Problem description ->
Pull every line from the records that has the word "function" in it.

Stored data
****************************************

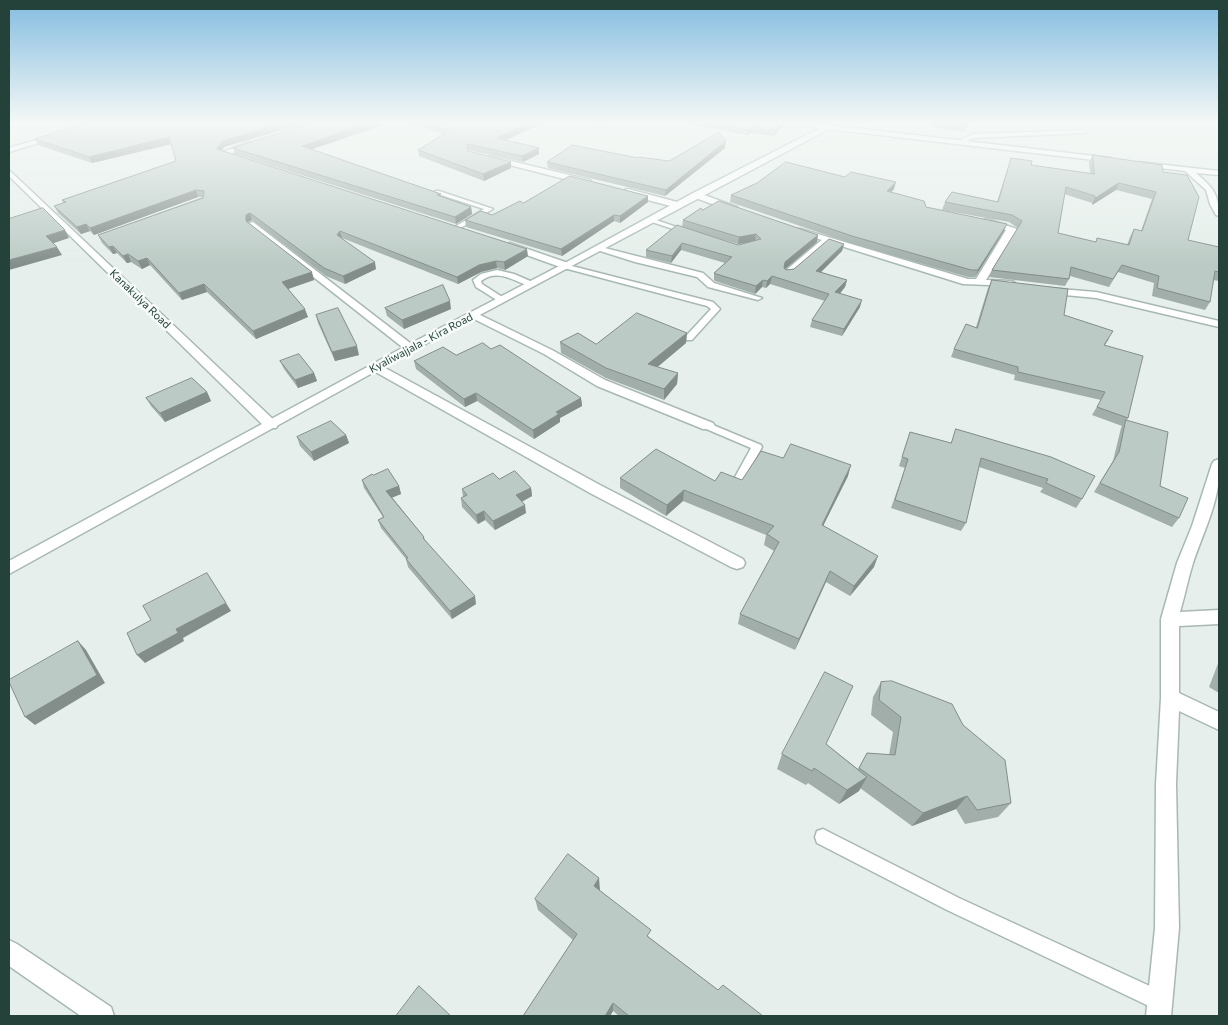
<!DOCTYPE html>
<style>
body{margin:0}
#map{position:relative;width:1228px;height:1025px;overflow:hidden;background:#e6efeb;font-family:Commissioner,sans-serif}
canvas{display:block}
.frame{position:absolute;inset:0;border:10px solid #24423a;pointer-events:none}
</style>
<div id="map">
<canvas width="1228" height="1025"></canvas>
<div class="frame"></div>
</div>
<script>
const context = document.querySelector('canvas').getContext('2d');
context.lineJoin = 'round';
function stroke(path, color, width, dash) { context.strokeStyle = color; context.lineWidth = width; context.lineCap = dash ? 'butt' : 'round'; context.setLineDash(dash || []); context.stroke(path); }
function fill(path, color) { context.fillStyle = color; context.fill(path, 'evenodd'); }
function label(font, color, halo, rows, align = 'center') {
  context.font = font + ' Commissioner,sans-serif'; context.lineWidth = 5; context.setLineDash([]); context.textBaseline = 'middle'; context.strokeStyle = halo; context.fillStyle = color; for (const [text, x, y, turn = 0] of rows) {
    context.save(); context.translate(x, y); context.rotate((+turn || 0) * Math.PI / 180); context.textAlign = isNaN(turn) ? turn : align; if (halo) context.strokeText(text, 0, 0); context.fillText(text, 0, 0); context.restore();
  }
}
const service = new Path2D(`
 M1084,130L1086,133L974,138L959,144L956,142L973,134Z
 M50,136L52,139L9,152V148Z
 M435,191H439L493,209L457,230H453V228L484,209L435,193Z
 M649,219H653L691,232L685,233L649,221Z
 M824,238L831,240L791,275H785V271Z
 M597,246L703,273L714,283L762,298L758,300L708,287L697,277L635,262L597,250Z
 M564,264L713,302L720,309L692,340H686V336L711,309L707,306L564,268Z
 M497,270L514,274L537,284C525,292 502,264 481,281L482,284L507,300L500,302L476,287L473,280L481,274Z
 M708,423L761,445L762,447L744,480H736L735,477L751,448L704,428L703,426Z
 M823,829L959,898L1167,994L1169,1001L1167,1008L1160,1010L1153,1008L947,910L817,843L815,837L817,831Z`);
const minor = new Path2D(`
 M594,123H603L597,126Z
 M789,123H812L1111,158L1115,160L1111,162L793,125Z
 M249,142L256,144L230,154L243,159V163L225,159L221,153Z
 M490,156L590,180L591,182L584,184L490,160Z
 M1139,162L1219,171V175L1196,173C1212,187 1219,193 1219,216L1216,215L1210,204L1206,190L1185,171L1142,166H1139Z
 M9,170L276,422L278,425L276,428H266L9,176Z
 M628,189L681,203L682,205L678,208L625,194V190Z
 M696,192L737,207L738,209L734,212L731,211L693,197L692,195Z
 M987,219L1017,229L986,280L1010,281L1014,282L1015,284L1014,286L963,284L793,231L795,229H801L968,279H976L1006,230L984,224V220Z
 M253,222L414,346L416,348L414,350H406L250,227V223Z
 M510,243L571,264L572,266L567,269L563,268L507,248L505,246Z
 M1048,288L1096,292L1219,321V327L1096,298L1044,293L1043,291L1044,289Z
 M474,312L552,350L605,380L713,423L715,426L713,429H703L597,386L544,354L470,317L468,315L470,313Z
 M376,363L600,485L743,559L745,563L743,567L737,569L731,567L590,493L372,370L370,367Z
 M1219,459C1222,498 1205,527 1193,563C1188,579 1185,595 1180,612L1219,610V624L1179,626V693L1219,712V730L1179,711L1176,784L1179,928L1171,1016H1146L1155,928L1156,784L1161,698V619L1177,563L1192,526L1212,464L1214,461Z
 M9,940L17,944L111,1007L114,1016H81L9,966Z`);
const tertiary = new Path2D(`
 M830,123H840L414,350L9,574V561L406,346L563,264L693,193Z`);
stroke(service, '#a8b8b2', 3);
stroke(minor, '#a8b8b2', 3);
stroke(tertiary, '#a8b8b2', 3);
fill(service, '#fff');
fill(minor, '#fff');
fill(tertiary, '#fff');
fill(new Path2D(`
 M86,123L224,147L222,151L528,256L505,270L497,268L481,272L458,284L342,238L376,269L345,284L326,276L252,220L248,222L249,223L314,280L288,289L308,317L256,339L207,292L182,300L150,265L142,269L131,262L127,263L117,253L113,254L102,243L98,235L203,197H198L94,235L90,231L81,234L58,213L54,206L63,203L62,200L176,161L171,144L92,163L38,145L35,139Z
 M407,123H543L505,140L539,148V154L523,162L468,150V151L511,168L484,181L419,156L418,150L444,134Z
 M685,123H786L774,136L751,133L747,135Z
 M931,123H969L964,132L930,127Z
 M386,124L312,149L471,207L472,214L456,224L235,154L233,148Z
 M725,148L665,196L548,168L547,162L638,158L669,161Z
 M1093,155L1163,172L1188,240L1219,247V281L1213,280L1210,302L1205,310L1152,296L1154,283L1118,272L1109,287L1070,276L1069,279L1065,286L989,277L992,270L1018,228L1009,222L942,210L945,202H997L1011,158L1031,165L1090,173L1089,162ZM1116,190L1152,199L1141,231L1134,229L1130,237L1127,245L1096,242L1058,233L1064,194L1092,203V205Z
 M894,189L891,192L926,207L1004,231L975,277H968L850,243L730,202L731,195Z
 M648,196V202L620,223L614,221L562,256L466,227L465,220L492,215L523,203Z
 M702,210L817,242L785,268L786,270L794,269L844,244L842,251L821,272L847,280L845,287L840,294L860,307L842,336L810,327L812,320L825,301L770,284L766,288L762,287L755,294L715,281L714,280V273L725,263L681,250L671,263L646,257V250L682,227L683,220ZM700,233L738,244L746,243L738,245Z
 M992,280L1064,315L1109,339L1105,345L1128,418L1127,420L1160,486L1179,518L1172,527L1094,492L1113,461L1121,428L1122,426L1092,415L1101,400L1014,380L1015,375L951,357L954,349L976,327L988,288Z
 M385,308L451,309L404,329L387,316Z
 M316,315L359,355L335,361L318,323Z
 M687,333L686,343L657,367L678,373L677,384L664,400L606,378L561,353L560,342L596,344Z
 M491,349L581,398L582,406L560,418V422L534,439L477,401L465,407L416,369L414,361L456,355Z
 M280,361L314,373L317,381L298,388L284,369Z
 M207,392L211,401L165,422L151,406L146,398Z
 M956,429L1051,457L1082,499L1076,508L1040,492L1043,488L979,467L966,523L961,531L891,508L905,468L899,466L910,432L951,443Z
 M346,435L349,443L314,461L300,446L297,437Z
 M783,458L848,476L823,526L874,567L850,596L826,582L795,650L738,624L740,614L774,551L764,545L766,535L683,501L666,516L620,488V478L715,481L742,480Z
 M373,475L399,486L401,494L392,497L424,537L425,540L476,604L452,619L408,567L406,559L381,528L378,520L383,517L364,488L362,480Z
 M499,479L531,488L532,496L522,502L526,513L495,530L485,520L478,524L462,507L461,498L463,497L462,489Z
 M1219,661V693L1209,687Z
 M881,682L963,725L1011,803L998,817L965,824L956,809L912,826L860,788L859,791L839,804L808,783L806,785L777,769L782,754L826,744L858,769L867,753L889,755L893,732L871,715L873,697Z
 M599,878V890L650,938L718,990L763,1016H619L613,1011L610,1016H523L573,940L538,910L535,899Z`), '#a1aea9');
fill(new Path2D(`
 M284,123H307L224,147L219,156L217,149L222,141Z
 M368,123L386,124L304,152L302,146Z
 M530,123H543L498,144L497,138Z
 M782,123H786L774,136L775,131Z
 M752,127L751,133L747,135L748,130Z
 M169,137L172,144L92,163L89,157Z
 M726,141L725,148L665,196L666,190Z
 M539,148V154L523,162L522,156Z
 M511,162V168L484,181L483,174Z
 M896,182L894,189L885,198L887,191Z
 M1119,183L1116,190L1092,205L1095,198Z
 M196,190L198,197L94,235L90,228Z
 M648,196V202L620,223V216Z
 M471,207L472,214L456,224L455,217Z
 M250,213L252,220L248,222L249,228L246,221V215Z
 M614,215V221L562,256L561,249Z
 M86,224L90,231L81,234L77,227Z
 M1007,224L1004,231L975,277L978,270Z
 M65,230L69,238L51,244L46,236Z
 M340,231L342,238L337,235Z
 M756,234L755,241L738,244L739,237Z
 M818,235L817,242L784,270L785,262Z
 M682,243L681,250L671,263L672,256Z
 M844,244L842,251L815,278L816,271Z
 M113,246L117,253L113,254L109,247Z
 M57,247L62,255L9,270V260Z
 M527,249L528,256L505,270L504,262Z
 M128,254L131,262L127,263L123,256Z
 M147,258L150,265L142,269L138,261Z
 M496,261L497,268L481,272L458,284L457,277L479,265Z
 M375,262L376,269L345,284L343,276Z
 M312,272L314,280L285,290L282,282Z
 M772,276L770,284L766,288L767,281Z
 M763,280L762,287L755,294L756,286Z
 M847,280L845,287L834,300L835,292Z
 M204,284L207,292L182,300L179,293Z
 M862,300L860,307L842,336L844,329Z
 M450,301L451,309L404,329L402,320Z
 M305,309L308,317L256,339L253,331Z
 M687,333L686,343L648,375V364Z
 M357,346L359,355L335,361L332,352Z
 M314,373L317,381L298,388L295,380Z
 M678,373L677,384L664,400V389Z
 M207,392L211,401L165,422L160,413Z
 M476,393L477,401L465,407L464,399Z
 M581,398L582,406L560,418V422L534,439L533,430L556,412Z
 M346,435L349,443L314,461L311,452Z
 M851,465L848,476L818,536L822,525Z
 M399,486L401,494L389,499L386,491Z
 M531,488L532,496L517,504L516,495Z
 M684,490L683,501L666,516L667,505Z
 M525,505L526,513L495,530L493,521Z
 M484,511L485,520L478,524L476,515Z
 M878,556L874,567L850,596L854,586Z
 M830,571L826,582L795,650L799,639Z
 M475,596L476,604L452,619L450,611Z
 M226,603L231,611L183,638L184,641L145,663L137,655L176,629Z
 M78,641L86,650L105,683L35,725L25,717Z
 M867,777L859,791L839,804L847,790Z
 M967,796L956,809L912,826L923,813Z
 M599,878L600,890L595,898L594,886Z
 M613,1003V1011L610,1016H605Z`), '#838d89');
const building = new Path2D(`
 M86,123H284L222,141L217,149L527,249L504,262L496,261L479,265L457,277L340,231L337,235L375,262L343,276L324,268L250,213L246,215V221L312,272L282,282L305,309L253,331L204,284L179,293L147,258L138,261L128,254L123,256L113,246L109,247L98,235L203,198L204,191L196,190L90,228L86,224L77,227L54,206L66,202L62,200L176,161L169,137L89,157L35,139Z
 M311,123H368L302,146L441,194L437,195L471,207L455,217L233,148Z
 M424,123H530L497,138L539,148L522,156L467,144L468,151L511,162L483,174L418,150L449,131Z
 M714,123H782L775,131L752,127L748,130Z
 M946,123H968L966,126Z
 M719,132L726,141L666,190L547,162L572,145L638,158L639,157L669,161Z
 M1093,155L1162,165L1163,172L1187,175L1199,197L1188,240L1219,247V272L1215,271L1210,302L1157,288L1159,276L1122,265L1113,279L1071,267L1069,279L992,270L1022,221L1012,215L945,202L952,192L998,202L1011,158L1032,161L1031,165L1094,174ZM1119,183L1156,192L1142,231L1134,229L1129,245L1097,238L1096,242L1058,233L1066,187L1095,196V198Z
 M786,162L845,177L851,172L896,182L887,191L924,201L926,207L1007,224L978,270H971L852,236L731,195L757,183Z
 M570,176L648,196L620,216L614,215L561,249L465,220L481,211L492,215L520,201L523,203Z
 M719,201L818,235L785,262L784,268L786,270L794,269L829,239L844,244L816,271L847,280L835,292L862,300L844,329L812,320L829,294L772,276L767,281L763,280L756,286L716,274L714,273L732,257L682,243L672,256L646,250L677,225L738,245L761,239L756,234L739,237L683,220L701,208L702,210Z
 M43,208L65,230L46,236L57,247L9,260V219Z
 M992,280L1068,289L1064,315L1113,331L1104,345L1143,356L1128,418L1097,407L1105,392L1018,372V367L954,349L966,324L977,328Z
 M443,285L450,301L402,320L385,308Z
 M338,308L357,346L332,352L316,315Z
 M637,313L687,333L648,364L678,373L664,389L606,368L560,342L578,333L596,344Z
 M483,343L491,349L500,345L581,398L556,412L559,414L533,430L476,393L464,399L414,361L443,347L456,355Z
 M299,354L314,373L295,380L280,361Z
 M192,378L207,392L160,413L146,398Z
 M1126,420L1168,432L1160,486L1188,498L1179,518L1100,483L1119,452Z
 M331,421L346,435L311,452L297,437Z
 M956,429L1051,457L1095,476L1082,499L1046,483L1048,479L981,458L966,523L895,500L908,459L902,457L910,432L951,443Z
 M791,444L851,465L822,525L878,556L854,586L830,571L799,639L740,614L779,542L767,534L774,526L684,490L667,505L620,478L656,449L715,481L721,472L742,480L761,451L783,458Z
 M388,469L399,486L386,491L424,537L423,538L475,596L450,611L406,559L408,558L378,520L384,517L362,480L372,474L373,475Z
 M515,471L531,488L516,495L525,505L493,521L484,511L476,515L461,498L467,495L462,489L493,473L499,479Z
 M207,573L226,603L176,629L178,633L137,655L127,633L151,620L143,606Z
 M78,641L97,675L25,717L9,682V680Z
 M825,672L853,686L826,744L867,777L847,790L814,768L812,771L782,754Z
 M892,681L952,704L963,725L1005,760L1011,803L977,810L967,796L923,813L859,768L867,753L895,755L901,717L879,700L881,682Z
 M568,854L599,878L594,886L651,930L647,936L718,990L723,985L763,1016H629L613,1003L605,1016H523L577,934L535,899Z
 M419,986L451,1016H396Z`);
fill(building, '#bbcac4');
stroke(building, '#838d89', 1);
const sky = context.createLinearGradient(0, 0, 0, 266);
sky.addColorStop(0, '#84bce0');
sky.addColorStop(0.46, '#f4f8f6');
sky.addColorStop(1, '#f4f8f600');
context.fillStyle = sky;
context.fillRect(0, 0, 1228, 266);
label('11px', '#24423a', '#f7fbf9', [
 ["Kanakulya Road",140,299,44],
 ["Kyaliwajjala - Kira Road",421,343,-28]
]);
</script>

****************************************

Expected answer ->
function stroke(path, color, width, dash) { context.strokeStyle = color; context.lineWidth = width; context.lineCap = dash ? 'butt' : 'round'; context.setLineDash(dash || []); context.stroke(path); }
function fill(path, color) { context.fillStyle = color; context.fill(path, 'evenodd'); }
function label(font, color, halo, rows, align = 'center') {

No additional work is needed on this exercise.